Requirement:
Each record below must be retyped exactly, with nothing left out.

Entries supplied:
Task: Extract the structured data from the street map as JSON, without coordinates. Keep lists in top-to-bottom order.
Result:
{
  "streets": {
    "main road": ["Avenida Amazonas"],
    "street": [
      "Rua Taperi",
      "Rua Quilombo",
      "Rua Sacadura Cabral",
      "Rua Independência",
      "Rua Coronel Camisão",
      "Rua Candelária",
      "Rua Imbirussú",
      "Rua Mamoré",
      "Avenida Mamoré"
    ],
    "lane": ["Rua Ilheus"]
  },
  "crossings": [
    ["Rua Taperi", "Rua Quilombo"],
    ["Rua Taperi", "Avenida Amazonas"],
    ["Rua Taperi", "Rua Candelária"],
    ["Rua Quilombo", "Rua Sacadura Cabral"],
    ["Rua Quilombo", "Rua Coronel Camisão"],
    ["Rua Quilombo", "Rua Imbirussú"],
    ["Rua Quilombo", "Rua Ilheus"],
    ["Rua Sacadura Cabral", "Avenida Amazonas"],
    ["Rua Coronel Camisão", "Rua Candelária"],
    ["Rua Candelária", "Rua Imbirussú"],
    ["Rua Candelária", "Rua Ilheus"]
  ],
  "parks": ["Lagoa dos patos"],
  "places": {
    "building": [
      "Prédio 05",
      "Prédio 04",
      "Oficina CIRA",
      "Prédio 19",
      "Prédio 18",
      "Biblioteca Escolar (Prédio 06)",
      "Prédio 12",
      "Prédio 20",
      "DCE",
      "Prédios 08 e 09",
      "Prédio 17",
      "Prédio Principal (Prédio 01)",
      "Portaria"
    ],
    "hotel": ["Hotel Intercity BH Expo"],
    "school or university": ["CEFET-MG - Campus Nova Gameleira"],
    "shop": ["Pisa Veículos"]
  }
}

Answer box:
Task: Extract the structured data from the street map as JSON, without coordinates. Keep lists in top-to-bottom order.
Result:
{
  "streets": {
    "main road": ["Avenida Amazonas"],
    "street": [
      "Rua Taperi",
      "Rua Quilombo",
      "Rua Sacadura Cabral",
      "Rua Independência",
      "Rua Coronel Camisão",
      "Rua Candelária",
      "Rua Imbirussú",
      "Rua Mamoré",
      "Avenida Mamoré"
    ],
    "lane": ["Rua Ilheus"]
  },
  "crossings": [
    ["Rua Taperi", "Rua Quilombo"],
    ["Rua Taperi", "Avenida Amazonas"],
    ["Rua Taperi", "Rua Candelária"],
    ["Rua Quilombo", "Rua Sacadura Cabral"],
    ["Rua Quilombo", "Rua Coronel Camisão"],
    ["Rua Quilombo", "Rua Imbirussú"],
    ["Rua Quilombo", "Rua Ilheus"],
    ["Rua Sacadura Cabral", "Avenida Amazonas"],
    ["Rua Coronel Camisão", "Rua Candelária"],
    ["Rua Candelária", "Rua Imbirussú"],
    ["Rua Candelária", "Rua Ilheus"]
  ],
  "parks": ["Lagoa dos patos"],
  "places": {
    "building": [
      "Prédio 05",
      "Prédio 04",
      "Oficina CIRA",
      "Prédio 19",
      "Prédio 18",
      "Biblioteca Escolar (Prédio 06)",
      "Prédio 12",
      "Prédio 20",
      "DCE",
      "Prédios 08 e 09",
      "Prédio 17",
      "Prédio Principal (Prédio 01)",
      "Portaria"
    ],
    "hotel": ["Hotel Intercity BH Expo"],
    "school or university": ["CEFET-MG - Campus Nova Gameleira"],
    "shop": ["Pisa Veículos"]
  }
}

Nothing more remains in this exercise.